I was out for dinner with a group of friends a while ago and it came up in conversation that I had recently updated my Will.My friends were shocked, “you’re not old” one exclaimed “what do you need a Will for?”
They were even more surprised when I explained the reason was to include a bequest for a charity that I support.
While there has been a slight increase in the number of people choosing to make a bequest over recent years, many Australians (especially the younger generations) simply do not realise that leaving a bequest is an effective way to support a cause or that creating a Will can be a surprisingly satisfying experience.
The not for profit sector has an important role to play in educating the community, not only about bequests, but also about the importance of having a Will at any age.

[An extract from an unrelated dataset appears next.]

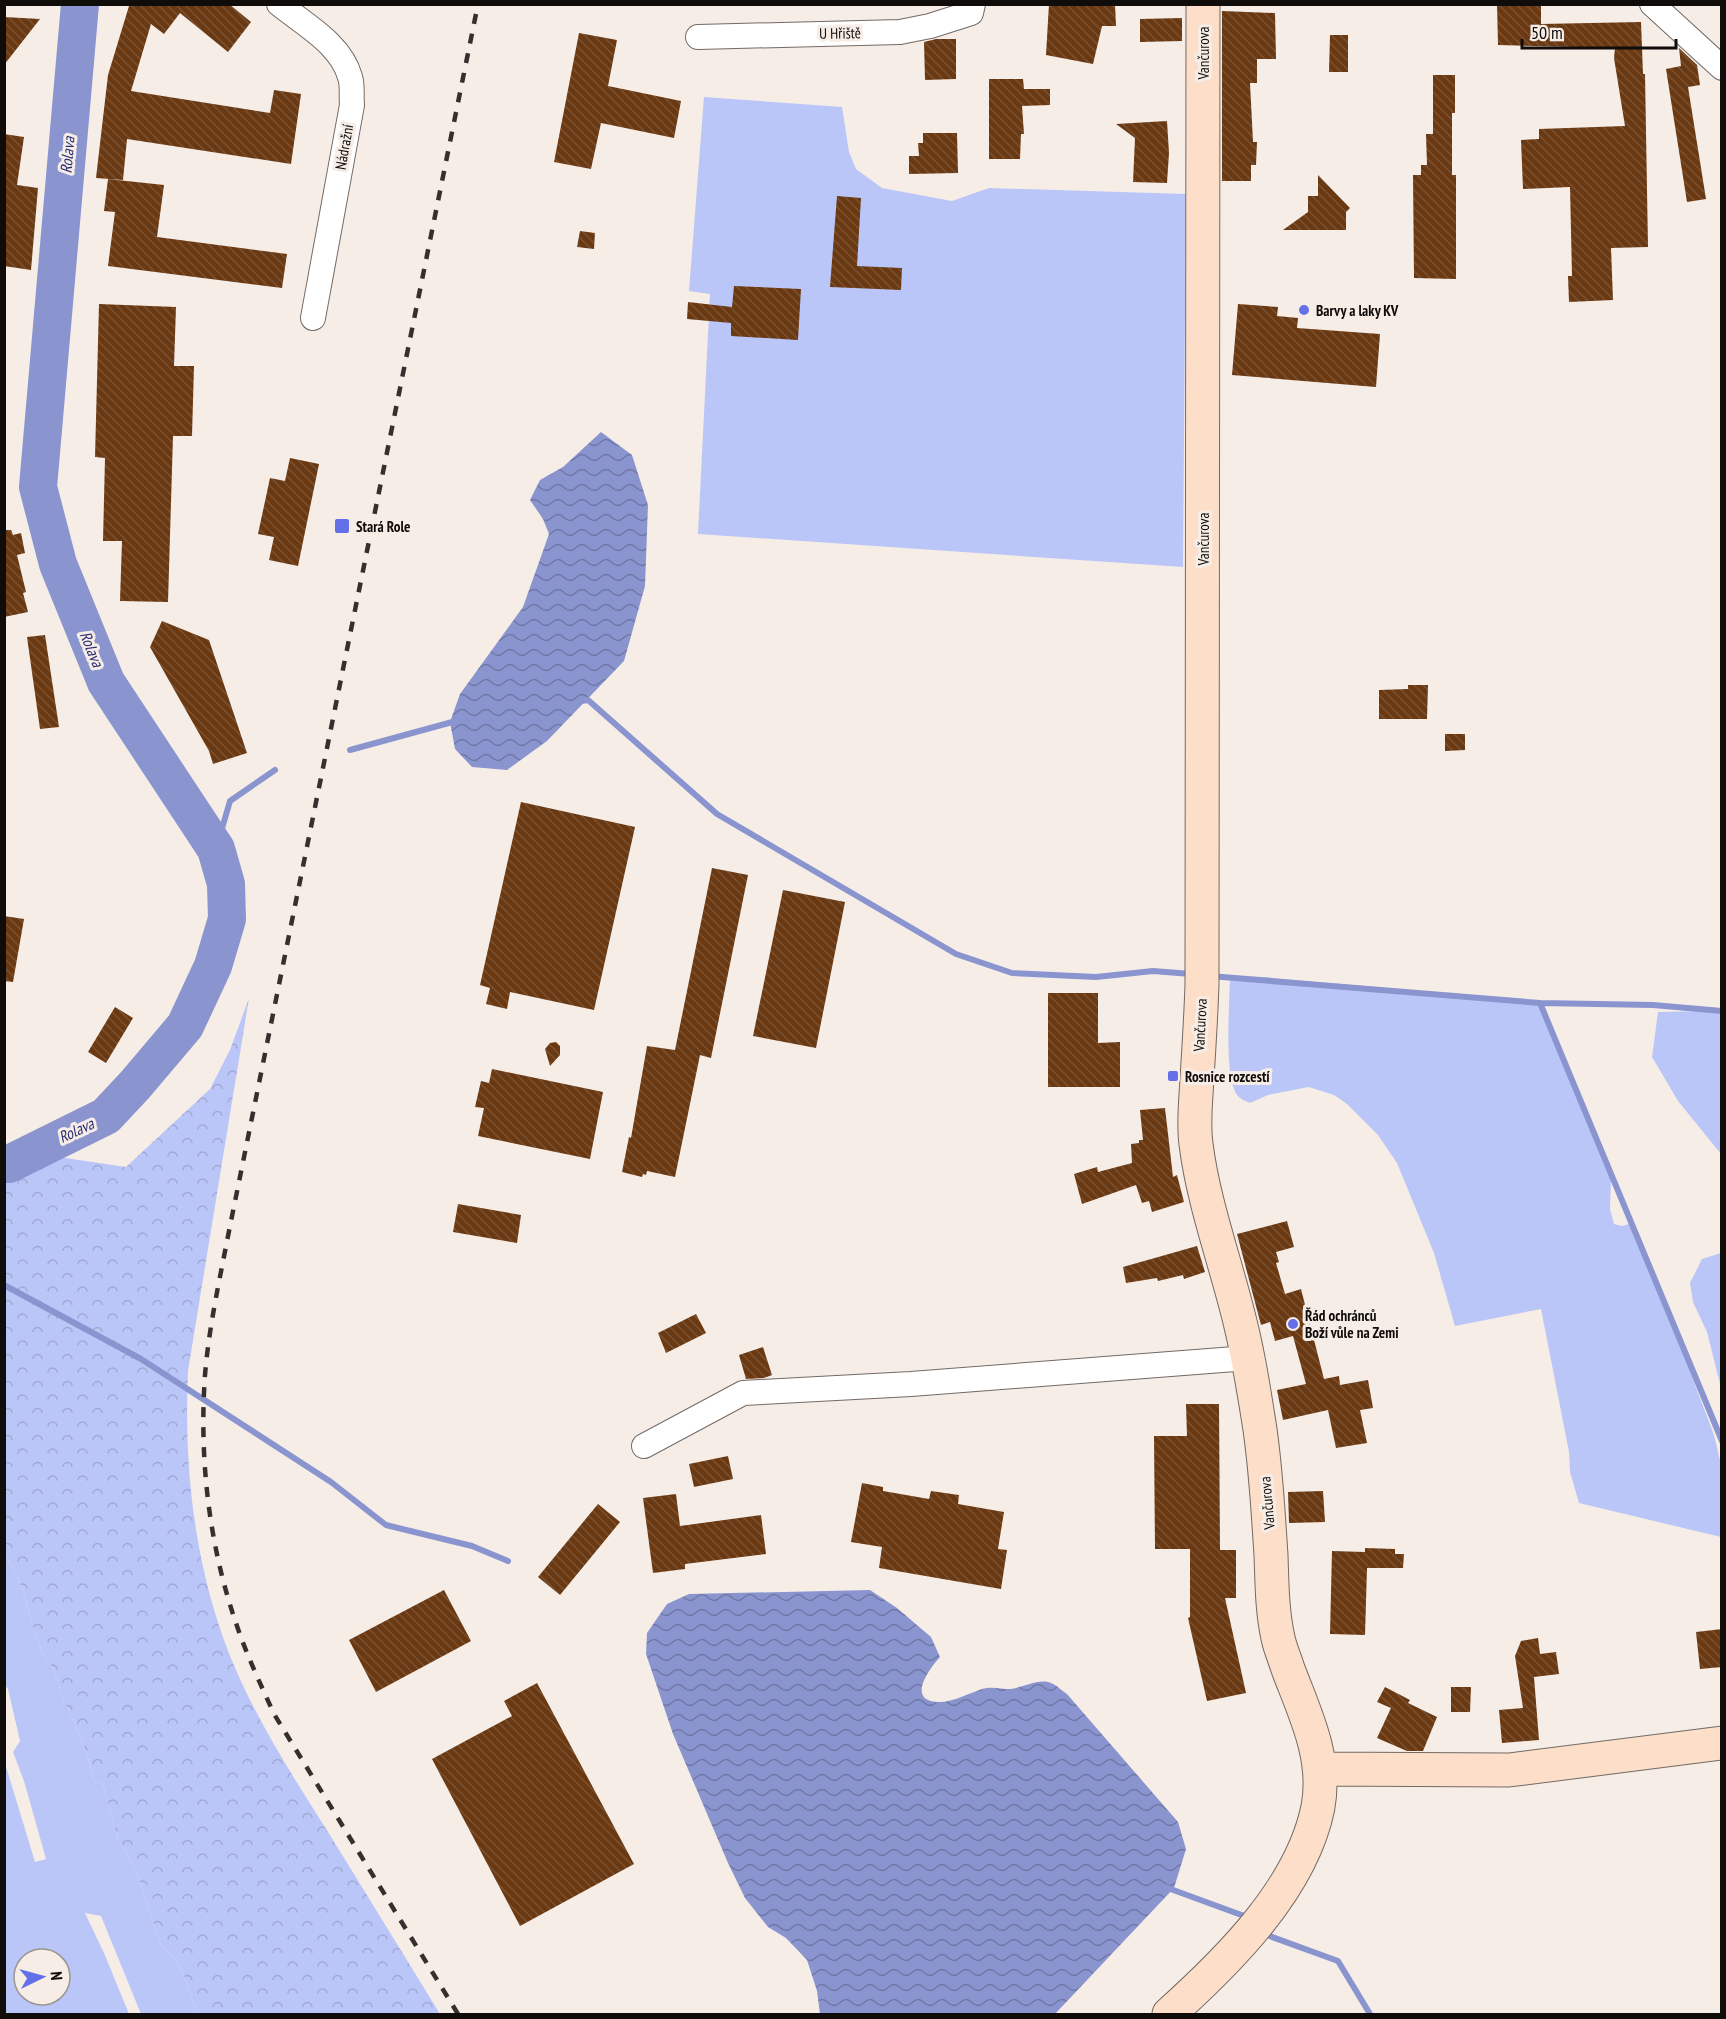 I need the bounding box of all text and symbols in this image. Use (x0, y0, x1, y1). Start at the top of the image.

However too many organisations, fearing the sensitive nature of bequests, don’t actively promote their programs. We really need to be raising the profile of bequests in order to better educate people about making a Will and more effectively communicate the many benefits of legacy giving both to the individual and the organisation.
Whether you are looking to more actively promote your bequest program or publicly launch a new one, doing so will create valuable opportunities to build relationships and engage your supporters. Receiving a bequest is the ultimate expression of a strong donor relationship. It shows that the donor believes in your cause and your vision and that they trust you.
Yes, it is true that there are sensitivities involved in bequests, but managing them is not so difficult that it should stop you from doing something that will benefit your cause, your supporters and the community in general.